The authors maintain a belief that “political-strategic dynamics in the Middle East have already reached a deadlock that makes a dramatic breakout possible only through cataclysmic violence.”
But according to some analysts, the breakout came peacefully, when Netanyahu and Palestinian Authority leader Yasser Arafat signed the Hebron accord last month.
Shoshana Bryen, director of special projects at the Jewish Institute of National Security Affairs, said the report was written at a low point in Israeli-Arab relations, when Hebron negotiations seemed deadlocked.
Bodansky, credited with writing the bulk of the report, defended his conclusions.
“This is a very prudent and reasonable assessment given the overall regional dynamics over the last few months,” he wrote.
Among the events chronicled in the report:
*A spring 1996 summit between Syrian President Hafez Assad and Iraqi President Saddam Hussein to agree that Iranian troops could cross Iraq to join a Syrian offensive against Israel.
*A May 1996 Iranian military exercise simulating a deep offensive in an area identical to the distance between Iran and Israel.
*A mid-June 1996 agreement between Iran and Syria to codify military cooperation against Israel.

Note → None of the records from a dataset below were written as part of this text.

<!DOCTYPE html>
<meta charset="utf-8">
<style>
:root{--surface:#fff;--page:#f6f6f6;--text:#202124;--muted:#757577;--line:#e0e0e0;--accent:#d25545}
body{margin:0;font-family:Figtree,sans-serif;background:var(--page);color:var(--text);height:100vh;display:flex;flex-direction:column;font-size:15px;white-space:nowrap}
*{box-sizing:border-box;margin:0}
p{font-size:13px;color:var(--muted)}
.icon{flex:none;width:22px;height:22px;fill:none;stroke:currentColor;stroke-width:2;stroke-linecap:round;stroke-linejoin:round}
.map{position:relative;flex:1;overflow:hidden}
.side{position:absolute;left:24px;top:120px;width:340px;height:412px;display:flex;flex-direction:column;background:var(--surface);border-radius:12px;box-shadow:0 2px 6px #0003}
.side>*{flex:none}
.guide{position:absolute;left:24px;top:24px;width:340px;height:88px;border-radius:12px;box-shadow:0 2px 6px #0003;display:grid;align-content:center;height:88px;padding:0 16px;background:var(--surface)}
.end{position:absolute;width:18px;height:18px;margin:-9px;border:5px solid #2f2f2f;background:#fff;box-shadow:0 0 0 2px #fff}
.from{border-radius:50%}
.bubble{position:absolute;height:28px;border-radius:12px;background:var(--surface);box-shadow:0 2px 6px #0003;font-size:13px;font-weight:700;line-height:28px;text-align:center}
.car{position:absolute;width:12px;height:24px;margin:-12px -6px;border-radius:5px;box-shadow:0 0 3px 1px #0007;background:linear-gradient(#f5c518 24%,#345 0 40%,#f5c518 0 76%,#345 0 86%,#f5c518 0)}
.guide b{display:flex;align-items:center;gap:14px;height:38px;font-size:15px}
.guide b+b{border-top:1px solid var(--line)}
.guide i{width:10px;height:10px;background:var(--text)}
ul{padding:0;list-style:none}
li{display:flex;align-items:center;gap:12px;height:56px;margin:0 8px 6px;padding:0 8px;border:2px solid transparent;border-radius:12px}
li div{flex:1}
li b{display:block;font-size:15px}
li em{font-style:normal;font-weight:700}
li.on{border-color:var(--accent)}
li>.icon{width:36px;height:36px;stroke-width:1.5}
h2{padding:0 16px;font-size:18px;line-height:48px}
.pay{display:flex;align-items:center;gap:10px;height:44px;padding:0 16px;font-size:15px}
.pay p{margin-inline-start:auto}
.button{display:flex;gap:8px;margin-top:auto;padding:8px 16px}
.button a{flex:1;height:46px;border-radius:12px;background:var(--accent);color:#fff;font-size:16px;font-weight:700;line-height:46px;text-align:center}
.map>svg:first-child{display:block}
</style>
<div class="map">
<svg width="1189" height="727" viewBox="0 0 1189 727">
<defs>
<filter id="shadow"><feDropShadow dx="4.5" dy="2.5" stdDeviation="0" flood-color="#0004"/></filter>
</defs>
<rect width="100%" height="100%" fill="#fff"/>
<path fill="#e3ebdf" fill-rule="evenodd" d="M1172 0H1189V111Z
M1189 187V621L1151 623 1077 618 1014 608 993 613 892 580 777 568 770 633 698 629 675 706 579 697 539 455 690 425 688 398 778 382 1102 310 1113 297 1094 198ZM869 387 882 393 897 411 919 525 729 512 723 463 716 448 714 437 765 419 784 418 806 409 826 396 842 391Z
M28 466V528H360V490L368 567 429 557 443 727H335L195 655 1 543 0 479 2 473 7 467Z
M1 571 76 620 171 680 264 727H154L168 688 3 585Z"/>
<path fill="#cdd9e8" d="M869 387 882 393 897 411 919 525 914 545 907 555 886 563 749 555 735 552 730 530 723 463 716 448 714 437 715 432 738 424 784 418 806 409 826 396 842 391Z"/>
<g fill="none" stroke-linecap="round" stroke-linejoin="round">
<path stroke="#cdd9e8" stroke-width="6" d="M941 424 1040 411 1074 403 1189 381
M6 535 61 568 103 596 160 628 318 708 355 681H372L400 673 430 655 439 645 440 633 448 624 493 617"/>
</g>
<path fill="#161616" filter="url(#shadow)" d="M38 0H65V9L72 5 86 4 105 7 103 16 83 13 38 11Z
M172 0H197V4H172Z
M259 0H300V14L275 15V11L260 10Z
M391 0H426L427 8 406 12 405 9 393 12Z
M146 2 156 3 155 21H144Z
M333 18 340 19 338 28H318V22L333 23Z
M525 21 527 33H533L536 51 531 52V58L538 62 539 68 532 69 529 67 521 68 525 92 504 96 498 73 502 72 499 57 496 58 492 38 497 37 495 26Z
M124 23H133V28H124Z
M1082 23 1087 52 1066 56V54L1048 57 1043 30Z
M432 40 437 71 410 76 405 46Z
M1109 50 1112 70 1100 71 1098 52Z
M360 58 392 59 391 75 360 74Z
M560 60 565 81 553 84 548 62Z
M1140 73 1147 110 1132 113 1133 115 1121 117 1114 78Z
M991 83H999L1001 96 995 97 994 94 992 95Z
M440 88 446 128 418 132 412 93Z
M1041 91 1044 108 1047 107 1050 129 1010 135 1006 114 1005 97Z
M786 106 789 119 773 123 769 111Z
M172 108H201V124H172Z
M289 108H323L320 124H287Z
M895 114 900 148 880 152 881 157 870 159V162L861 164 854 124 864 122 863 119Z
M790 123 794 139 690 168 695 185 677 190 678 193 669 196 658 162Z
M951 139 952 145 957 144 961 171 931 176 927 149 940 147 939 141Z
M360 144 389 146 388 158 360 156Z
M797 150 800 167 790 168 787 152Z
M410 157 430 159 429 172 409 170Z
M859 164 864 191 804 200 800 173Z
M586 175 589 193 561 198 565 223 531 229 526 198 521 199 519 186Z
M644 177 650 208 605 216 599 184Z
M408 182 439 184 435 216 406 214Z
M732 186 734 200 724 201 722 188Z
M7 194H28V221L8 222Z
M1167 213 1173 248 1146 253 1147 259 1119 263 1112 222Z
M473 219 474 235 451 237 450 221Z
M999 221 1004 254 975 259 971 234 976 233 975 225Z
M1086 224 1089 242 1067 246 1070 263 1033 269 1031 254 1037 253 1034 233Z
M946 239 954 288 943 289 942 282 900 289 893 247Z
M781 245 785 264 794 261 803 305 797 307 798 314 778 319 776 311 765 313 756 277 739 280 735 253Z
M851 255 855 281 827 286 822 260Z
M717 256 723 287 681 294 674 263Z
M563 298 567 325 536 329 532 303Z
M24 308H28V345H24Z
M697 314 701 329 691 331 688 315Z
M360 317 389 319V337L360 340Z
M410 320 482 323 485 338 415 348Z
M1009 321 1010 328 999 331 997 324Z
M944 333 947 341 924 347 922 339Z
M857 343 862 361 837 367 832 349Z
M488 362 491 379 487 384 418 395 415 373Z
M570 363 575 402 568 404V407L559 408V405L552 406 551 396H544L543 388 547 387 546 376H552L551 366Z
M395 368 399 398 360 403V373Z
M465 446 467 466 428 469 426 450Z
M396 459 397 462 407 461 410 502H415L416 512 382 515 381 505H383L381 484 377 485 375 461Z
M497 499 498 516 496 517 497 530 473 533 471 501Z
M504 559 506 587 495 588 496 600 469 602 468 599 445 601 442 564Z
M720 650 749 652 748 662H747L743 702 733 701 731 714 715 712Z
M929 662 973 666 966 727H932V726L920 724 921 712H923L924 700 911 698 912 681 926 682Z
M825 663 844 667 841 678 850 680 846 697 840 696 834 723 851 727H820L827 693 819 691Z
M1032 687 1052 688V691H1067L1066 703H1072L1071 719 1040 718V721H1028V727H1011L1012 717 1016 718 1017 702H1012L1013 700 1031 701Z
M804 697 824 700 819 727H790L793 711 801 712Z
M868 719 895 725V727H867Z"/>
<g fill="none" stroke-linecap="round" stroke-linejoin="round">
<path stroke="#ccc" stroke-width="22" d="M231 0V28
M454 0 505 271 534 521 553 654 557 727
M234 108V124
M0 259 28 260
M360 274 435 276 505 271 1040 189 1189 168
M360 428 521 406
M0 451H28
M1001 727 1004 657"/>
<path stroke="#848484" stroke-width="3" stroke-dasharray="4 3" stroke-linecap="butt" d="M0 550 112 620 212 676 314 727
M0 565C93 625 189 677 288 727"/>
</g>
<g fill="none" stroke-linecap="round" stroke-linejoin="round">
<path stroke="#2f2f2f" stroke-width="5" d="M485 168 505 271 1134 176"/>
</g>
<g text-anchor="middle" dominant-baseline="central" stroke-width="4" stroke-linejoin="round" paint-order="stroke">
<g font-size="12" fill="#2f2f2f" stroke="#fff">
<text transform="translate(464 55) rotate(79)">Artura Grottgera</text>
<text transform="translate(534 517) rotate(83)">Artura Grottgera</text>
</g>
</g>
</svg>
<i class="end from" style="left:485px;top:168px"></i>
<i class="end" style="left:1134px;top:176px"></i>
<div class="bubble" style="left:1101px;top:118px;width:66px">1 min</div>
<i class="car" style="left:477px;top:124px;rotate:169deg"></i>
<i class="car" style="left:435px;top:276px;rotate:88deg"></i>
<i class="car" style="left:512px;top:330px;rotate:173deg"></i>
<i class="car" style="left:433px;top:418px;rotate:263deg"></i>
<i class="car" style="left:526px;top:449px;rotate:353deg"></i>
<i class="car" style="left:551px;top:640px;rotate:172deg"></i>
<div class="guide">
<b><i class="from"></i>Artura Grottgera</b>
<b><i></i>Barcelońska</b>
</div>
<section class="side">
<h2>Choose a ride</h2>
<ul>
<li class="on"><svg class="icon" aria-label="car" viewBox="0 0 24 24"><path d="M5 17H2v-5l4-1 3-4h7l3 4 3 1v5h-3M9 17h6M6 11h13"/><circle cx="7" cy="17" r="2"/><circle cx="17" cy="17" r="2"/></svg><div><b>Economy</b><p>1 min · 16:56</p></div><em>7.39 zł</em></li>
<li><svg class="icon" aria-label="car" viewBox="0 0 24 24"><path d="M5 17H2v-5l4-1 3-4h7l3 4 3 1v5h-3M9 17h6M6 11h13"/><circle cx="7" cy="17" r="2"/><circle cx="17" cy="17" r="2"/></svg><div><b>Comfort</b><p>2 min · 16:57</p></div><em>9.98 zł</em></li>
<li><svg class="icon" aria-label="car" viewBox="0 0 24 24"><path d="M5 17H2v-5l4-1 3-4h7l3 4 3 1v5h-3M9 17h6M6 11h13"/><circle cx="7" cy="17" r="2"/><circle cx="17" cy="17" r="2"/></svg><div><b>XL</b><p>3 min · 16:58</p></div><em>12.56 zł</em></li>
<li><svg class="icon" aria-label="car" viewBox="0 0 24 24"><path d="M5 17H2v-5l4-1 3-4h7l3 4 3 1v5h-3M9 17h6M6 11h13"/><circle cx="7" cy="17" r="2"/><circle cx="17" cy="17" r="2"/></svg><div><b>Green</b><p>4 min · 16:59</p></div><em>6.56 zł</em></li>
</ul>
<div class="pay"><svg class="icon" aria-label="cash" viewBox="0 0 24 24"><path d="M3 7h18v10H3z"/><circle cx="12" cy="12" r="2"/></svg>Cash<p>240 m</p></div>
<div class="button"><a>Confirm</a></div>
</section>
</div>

In mid-August, Iraq signed on as well.
The report states that Iran has functional nuclear weapons obtained from former Soviet Central Asia.
According to the report, Syria briefed Arab allies in late November, stating: “The Syrian leadership now believes the military option to liberate the Golan Heights from the Israeli army is a legitimate option. It also believes Syria has the right to resort to this option at any time.”
According to Rubin, there has been concern over the possibility of war with Syria, “but intelligence assessments argue that this will not happen.”